With the pounding beat of rave music as the background of their debauchery (reminiscent of Gasper Noé's 2018 French horror film Climax), the kids begin partying, imbibing drugs and alcohol, making out, and exploring new romances. Vytas and Saulé are a particularly engaging couple that form. As their dalliance begins, they both wander around the mysterious carvings in the dark. Vytas asks Saulé, "Why don't they have eyes?" to which she replies, "There's probably something they shouldn't see."
And she seems to be right. As the teens get wilder, they begin destroying the wooden statues – Rimas chops off a statue's head, while other classmates burn the statues, and in a particularly freaky moment, one of the students sticks his freshly made kebabs into a statue. Very quickly, the teens begin facing the consequences of their actions in a particularly bloody way, as they're stalked by a mask-wearing madman. When the gory murders begin, the music shifts from blaring techno to the more eerie sounds of Andrius Kauklys, calling to mind some the Goblin music from Dario Argento's Italian horror classic Suspiria.
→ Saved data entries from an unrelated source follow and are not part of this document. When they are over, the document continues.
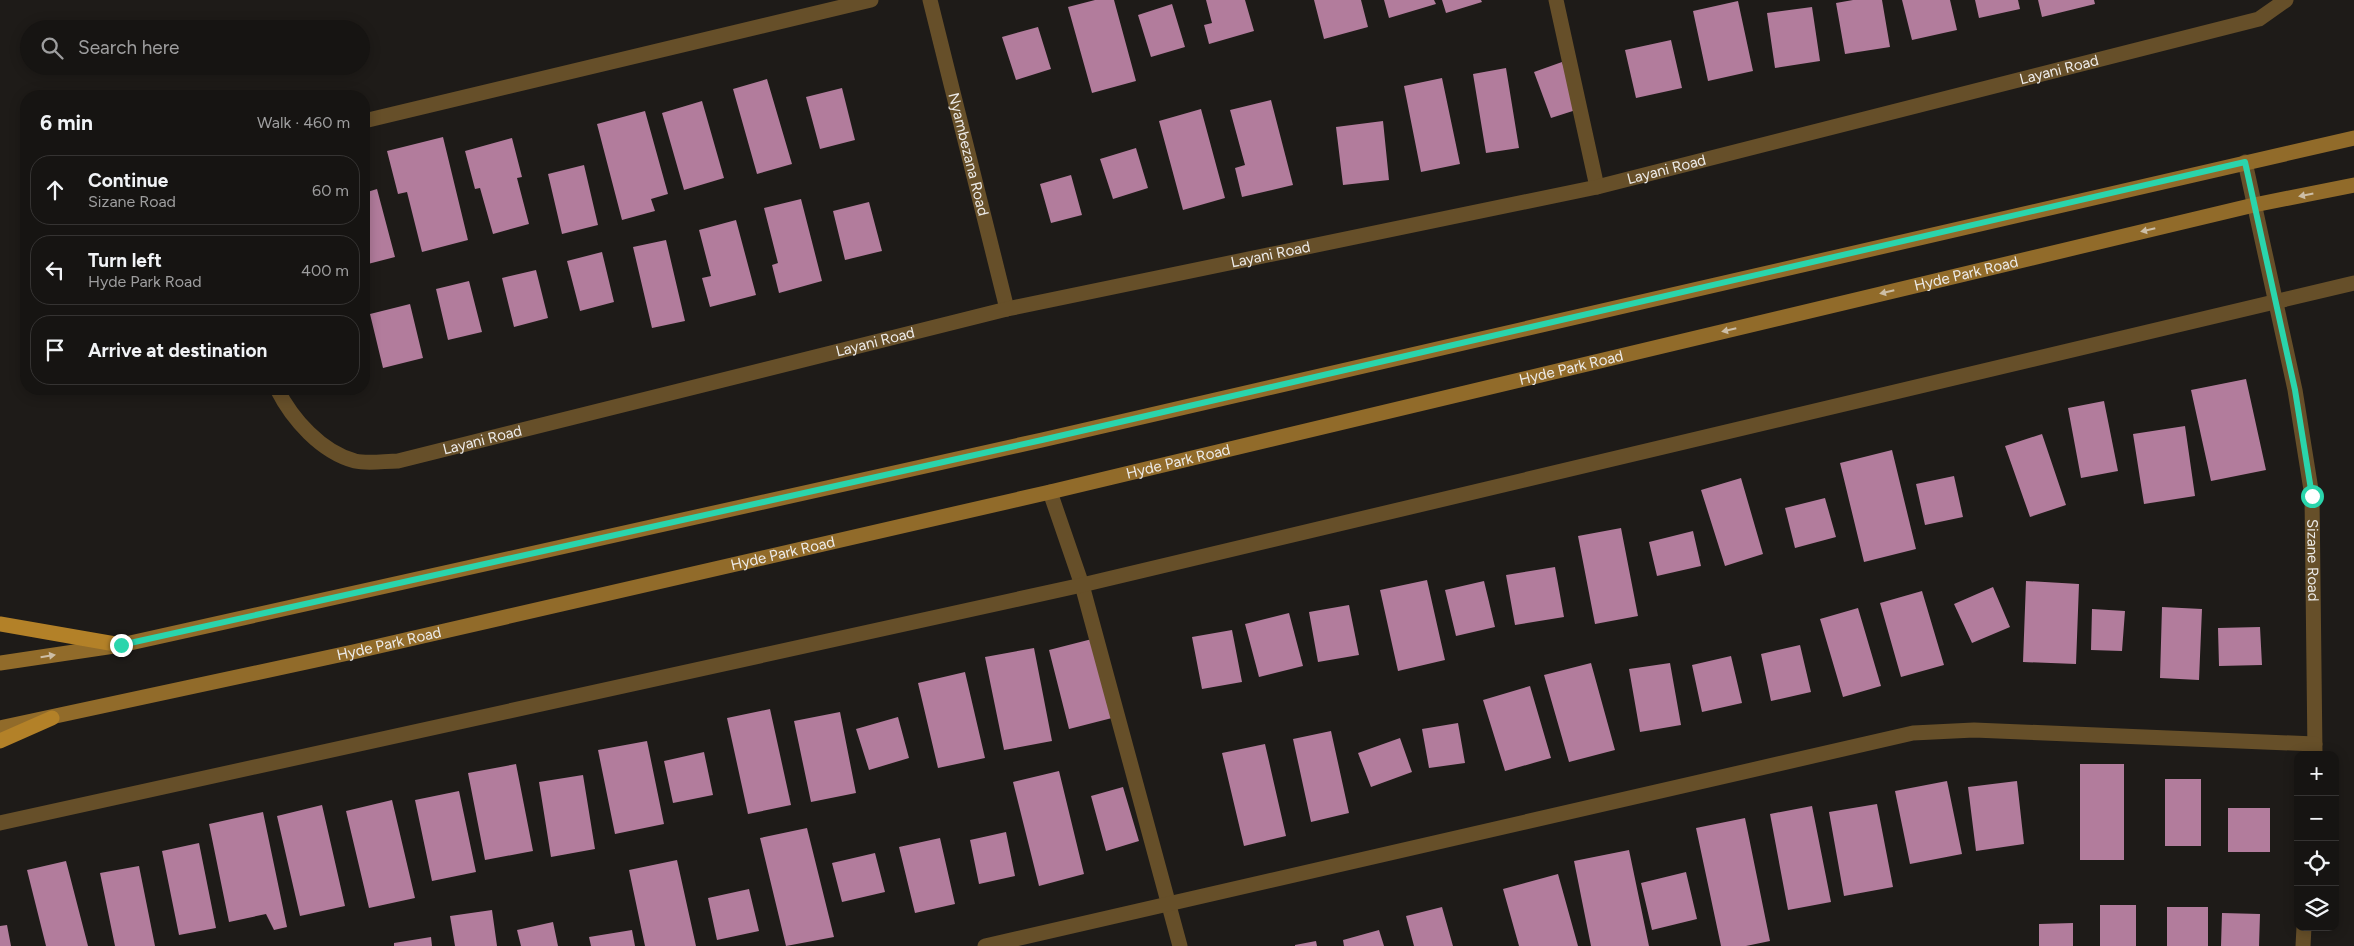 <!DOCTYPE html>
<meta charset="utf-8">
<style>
:root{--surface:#161412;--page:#1f1d1b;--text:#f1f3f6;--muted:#9e9e9f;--line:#353332}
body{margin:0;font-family:Figtree,sans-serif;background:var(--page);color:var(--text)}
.controls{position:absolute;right:15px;bottom:15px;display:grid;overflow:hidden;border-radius:10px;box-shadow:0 2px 12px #0003}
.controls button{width:45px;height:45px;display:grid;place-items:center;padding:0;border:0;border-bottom:1px solid var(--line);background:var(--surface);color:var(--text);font:25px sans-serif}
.stop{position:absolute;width:15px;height:15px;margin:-11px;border:4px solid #2ad5ac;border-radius:50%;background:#fff}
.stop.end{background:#2ad5ac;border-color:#fff;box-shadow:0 1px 5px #0008}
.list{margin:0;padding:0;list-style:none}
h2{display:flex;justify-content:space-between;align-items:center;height:65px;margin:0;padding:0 20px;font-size:21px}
h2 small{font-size:16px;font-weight:400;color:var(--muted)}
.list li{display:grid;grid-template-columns:32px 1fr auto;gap:15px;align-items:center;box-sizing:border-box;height:70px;margin:0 10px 10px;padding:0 10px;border:1px solid var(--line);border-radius:20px}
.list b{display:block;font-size:19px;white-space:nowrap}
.list p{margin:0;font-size:16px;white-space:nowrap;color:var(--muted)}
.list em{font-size:16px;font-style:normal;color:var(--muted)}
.icon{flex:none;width:28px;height:28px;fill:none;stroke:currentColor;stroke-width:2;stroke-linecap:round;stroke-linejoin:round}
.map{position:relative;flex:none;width:2354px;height:946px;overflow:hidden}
.search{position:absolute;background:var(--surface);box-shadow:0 2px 12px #0003;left:20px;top:20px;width:350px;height:55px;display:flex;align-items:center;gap:12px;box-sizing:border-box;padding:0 18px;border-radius:28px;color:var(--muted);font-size:19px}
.panel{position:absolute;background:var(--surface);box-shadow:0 2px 12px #0003;left:20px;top:90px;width:350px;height:305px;border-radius:20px}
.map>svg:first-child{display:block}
</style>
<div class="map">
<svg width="2354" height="946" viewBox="0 0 2354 946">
<rect width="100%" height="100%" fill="#1e1b18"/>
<path fill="#b27c9c" d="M1095 0H1114L1136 81 1092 93 1068 7Z
M1206 0H1245L1254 31 1209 44 1204 25 1212 23Z
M1314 0H1361L1368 27 1324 39Z
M1384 0H1434L1436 4 1389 18Z
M1442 0H1481L1482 2 1446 13Z
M1853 0H1882L1890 47 1845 54 1836 3Z
M1902 0H1950L1957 30 1912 40Z
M1975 0H2018L2020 9 1979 18Z
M2038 0H2094L2095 4 2042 17Z
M1738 1 1753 71 1708 81 1693 11Z
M1172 4 1185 47 1151 57 1138 15Z
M1812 7 1820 61 1775 68 1767 13Z
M1038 27 1051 69 1016 80 1002 37Z
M1671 40 1682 88 1636 98 1625 50Z
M1562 62 1579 109 1551 118 1534 72Z
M1506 68 1519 148 1486 153 1473 74Z
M1442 78 1460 164 1421 172 1404 86Z
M767 79 792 164 757 174 733 89Z
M842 88 855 140 820 149 806 97Z
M1271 100 1293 185 1242 197 1235 168 1245 165 1230 110Z
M702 101 724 178 684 190 662 113Z
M1201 109 1225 198 1183 210 1159 121Z
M645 111 668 194 651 199 655 211 622 220 597 124Z
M1383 121 1389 180 1343 185 1336 127Z
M443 137 468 240 422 252 407 192 398 194 387 151Z
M512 138 522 177 517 178 529 224 493 234 480 188 475 189 465 151Z
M1136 148 1148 188 1113 199 1100 159Z
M584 165 598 225 562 234 548 174Z
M1071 175 1082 215 1051 223 1040 184Z
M377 189 395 257 364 265V193Z
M801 199 822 281 779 293 772 265 778 263 764 208Z
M869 202 882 251 845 260 833 211Z
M736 220 756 295 710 307 702 278 711 276 699 230Z
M666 240 685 321 652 328 633 247Z
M602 252 614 302 580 311 567 261Z
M536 270 548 318 514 327 502 278Z
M469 281 482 332 448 340 436 289Z
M410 304 423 358 383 368 370 314Z
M2246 379 2266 470 2211 481 2191 390Z
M2104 401 2118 471 2081 478 2068 408Z
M2185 426 2195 496 2144 504 2133 434Z
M2042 434 2066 505 2030 517 2005 446Z
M1892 450 1916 549 1864 562 1840 463Z
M1954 476 1963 517 1925 525 1916 484Z
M1741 478 1763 554 1725 566 1701 490Z
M1825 498 1836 537 1795 548 1785 508Z
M1621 528 1638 616 1595 624 1578 536Z
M1693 531 1701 566 1657 576 1649 542Z
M1555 567 1564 617 1515 625 1506 575Z
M1427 580 1445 660 1398 671 1380 590Z
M1484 581 1495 627 1456 636 1445 590Z
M2026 581 2079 584 2076 664 2023 662Z
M1993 587 2010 627 1972 643 1954 604Z
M1922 591 1944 665 1901 677 1880 603Z
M1349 605 1359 655 1318 662 1309 612Z
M2162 607 2202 609 2199 680 2160 678Z
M1858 608 1881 686 1843 697 1820 619Z
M2092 609 2125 611 2122 651 2091 650Z
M1289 613 1303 666 1259 677 1245 624Z
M2260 627 2262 665 2219 666 2218 628Z
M1232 630 1242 682 1202 689 1192 637Z
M1092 639 1112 718 1069 729 1049 650Z
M1800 645 1811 692 1771 701 1761 654Z
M1034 648 1052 741 1004 750 985 657Z
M1731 656 1742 703 1702 712 1692 665Z
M1591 663 1615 750 1569 762 1544 675Z
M1670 663 1681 725 1640 732 1629 669Z
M965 672 985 758 938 768 918 683Z
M1530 686 1551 758 1505 771 1483 700Z
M770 709 791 805 748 814 727 718Z
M840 712 856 793 811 802 794 721Z
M898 717 909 758 869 770 856 729Z
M1458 723 1465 763 1429 768 1422 729Z
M1331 731 1349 813 1311 822 1293 739Z
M1400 738 1412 772 1371 787 1358 753Z
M647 741 664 824 615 834 598 750Z
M1265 744 1286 836 1244 846 1222 753Z
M704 752 713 795 673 803 664 761Z
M516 764 533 851 485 860 468 773Z
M2080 764H2124V860H2080Z
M1059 771 1084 874 1039 886 1013 782Z
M583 775 595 849 551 857 539 782Z
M2165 779H2201V846H2165Z
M1947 781 1962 854 1910 864 1895 791Z
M2017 781 2024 844 1976 851 1968 787Z
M1123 787 1139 841 1106 851 1091 796Z
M459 791 476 872 432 881 415 800Z
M392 800 415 898 369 908 346 811Z
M1877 804 1893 887 1844 896 1829 812Z
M322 805 345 906 300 916 277 816Z
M1812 806 1831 902 1788 910 1770 814Z
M2228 808H2270V852H2228Z
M263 812 287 927 274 930 266 914 229 922 209 824Z
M1745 818 1770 941 1746 946H1721L1696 828Z
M807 828 834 937 786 946 760 838Z
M1006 832 1015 876 979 884 970 840Z
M940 838 955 904 915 913 899 847Z
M199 843 216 928 179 935 162 851Z
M1629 850 1649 946H1591L1574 861Z
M875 853 885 892 842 902 832 863Z
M677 860 696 946H645L629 870Z
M66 861 88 946H46L27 870Z
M139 866 155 946H115L100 873Z
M1686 872 1697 919 1652 930 1641 883Z
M1558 874 1578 946H1519L1503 889Z
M749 889 759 931 717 940 708 898Z
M2100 905H2136V946H2100Z
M1442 907 1453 946H1414L1406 916Z
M2167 907H2208V946H2167Z
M492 910 497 946H455L450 916Z
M2222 913 2260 914 2259 946H2221Z
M553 922 558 946H521L517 930Z
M2073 923V946H2039V924Z
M7 925 11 946H0V926Z
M632 930 635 946H591L589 937Z
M1379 930 1384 946H1344L1343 940Z
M431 937 432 946H394V943Z
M1316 941 1317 946H1295V945Z"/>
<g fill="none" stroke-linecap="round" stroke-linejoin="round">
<g stroke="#664f29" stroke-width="15">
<path id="s1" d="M930 0 1007 309"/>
<path d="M1556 0 1597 187"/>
<path d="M364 121 871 0"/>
<path id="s2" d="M2245 162 2295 390 2312 496 2315 754"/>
<path id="s3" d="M277 389C292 419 321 452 355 461 368 464 385 461 398 461L1007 309 1597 187 2259 19 2286 0"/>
<path d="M1050 492 1082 585 1180 946"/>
<path d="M0 823 1082 585 2354 283"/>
<path d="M985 946 1913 733 1974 730 2315 744"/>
<path d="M2303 946 2304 927"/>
</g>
<g stroke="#916b2a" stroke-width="15">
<path d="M0 663 121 645 1042 440 2354 138"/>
<path id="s4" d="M0 728 353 652 1050 492 2254 205 2354 185"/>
</g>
<path stroke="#b38128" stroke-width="15" d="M0 624 121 645
M0 741 52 718"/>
</g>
<defs><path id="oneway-solid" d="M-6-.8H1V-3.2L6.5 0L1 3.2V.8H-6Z" transform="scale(1.25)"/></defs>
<g fill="#cdbea6">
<use href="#oneway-solid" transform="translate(2306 195) rotate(169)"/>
<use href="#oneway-solid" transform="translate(2148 230) rotate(167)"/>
<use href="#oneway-solid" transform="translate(1887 292) rotate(167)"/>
<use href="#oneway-solid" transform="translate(1729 330) rotate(167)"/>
<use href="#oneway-solid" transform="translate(48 656) rotate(-9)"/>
</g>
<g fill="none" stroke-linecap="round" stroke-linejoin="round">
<path stroke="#2ad5ac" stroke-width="6" d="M121 645 1042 440 2245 162 2295 390 2312 496"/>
</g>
<g text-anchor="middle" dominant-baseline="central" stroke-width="5" stroke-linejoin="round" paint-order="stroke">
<g font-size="15" fill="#edebe9" stroke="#15120f">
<text stroke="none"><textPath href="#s3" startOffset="1859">Layani Road</textPath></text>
<text stroke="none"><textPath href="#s1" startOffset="159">Nyambezana Road</textPath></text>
<text stroke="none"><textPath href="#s3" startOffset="1454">Layani Road</textPath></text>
<text stroke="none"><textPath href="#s3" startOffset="1049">Layani Road</textPath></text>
<text stroke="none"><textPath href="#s4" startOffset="2018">Hyde Park Road</textPath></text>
<text stroke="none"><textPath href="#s3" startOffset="644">Layani Road</textPath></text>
<text stroke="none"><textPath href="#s4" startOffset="1612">Hyde Park Road</textPath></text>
<text stroke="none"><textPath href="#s3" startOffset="239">Layani Road</textPath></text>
<text stroke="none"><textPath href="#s4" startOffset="1208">Hyde Park Road</textPath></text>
<text stroke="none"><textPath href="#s4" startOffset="802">Hyde Park Road</textPath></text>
<text stroke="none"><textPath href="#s2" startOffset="405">Sizane Road</textPath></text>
<text stroke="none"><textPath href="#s4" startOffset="398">Hyde Park Road</textPath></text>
</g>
</g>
</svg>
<div class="controls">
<button>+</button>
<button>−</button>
<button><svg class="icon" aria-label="locate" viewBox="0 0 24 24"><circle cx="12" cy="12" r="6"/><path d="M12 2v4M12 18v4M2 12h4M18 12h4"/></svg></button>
<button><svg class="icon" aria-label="layers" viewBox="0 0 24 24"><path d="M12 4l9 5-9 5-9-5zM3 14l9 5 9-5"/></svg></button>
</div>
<div class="stop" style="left:2312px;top:496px"></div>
<div class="stop end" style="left:121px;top:645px"></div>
<div class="search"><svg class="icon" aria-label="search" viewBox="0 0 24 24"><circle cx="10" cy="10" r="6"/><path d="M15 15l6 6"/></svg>Search here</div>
<section class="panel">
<h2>6 min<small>Walk · 460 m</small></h2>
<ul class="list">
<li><svg class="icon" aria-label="ahead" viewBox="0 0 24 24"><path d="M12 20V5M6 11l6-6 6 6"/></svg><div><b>Continue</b><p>Sizane Road</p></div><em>60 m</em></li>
<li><svg class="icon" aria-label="left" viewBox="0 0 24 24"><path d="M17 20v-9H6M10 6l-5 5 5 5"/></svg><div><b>Turn left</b><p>Hyde Park Road</p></div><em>400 m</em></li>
<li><svg class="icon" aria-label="arrive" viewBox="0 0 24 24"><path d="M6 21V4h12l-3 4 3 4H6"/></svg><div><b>Arrive at destination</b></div></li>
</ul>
</section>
</div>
We Might Hurt Each other spends the first half of the film setting up the social dynamics of the group. It does an especially good job of fleshing out Rimas, who is perfectly played by Kipras Mašidlauskas. As the film positions Marius as the lead, Rimas is seen as the Brom Bones to Marius's Ichabod Crane. As their Katrina Van Tassel, Gabija Bargailaité's Brigita is luminous as the most popular girl in their class. But as the film continues into the second one, the viewer is forced to wonder just how far Marius will go to have his chance with Brigita.
Other standout performances in the film include Martynas Berulis, who plays Žygis, a star student who shows up drunk and shirtless to the party and takes a large quantity of drugs. While he's the only one who doesn't take the attacks seriously in his altered state, he's also a bit of a Cassandra; he knows what the future holds, but no one believes him. Berulis's live-wire depiction of this unusual character adds another level of intrigue to We Might Hurt Each Other.
As the body count grows, the viewer's perception of every character shifts – from the insightful Saulé to the cool guy Vytas to the superstar Rimas, and of course, the deceptively average Marius. At the beginning of the film, the school principal tells her students, "Be the hunters, not the prey," during their graduation ceremony, and by the end of the film, viewers find out who listened to her oddly prescient advice.
We Might Hurt Each Other is now streaming on SCREAMBOX.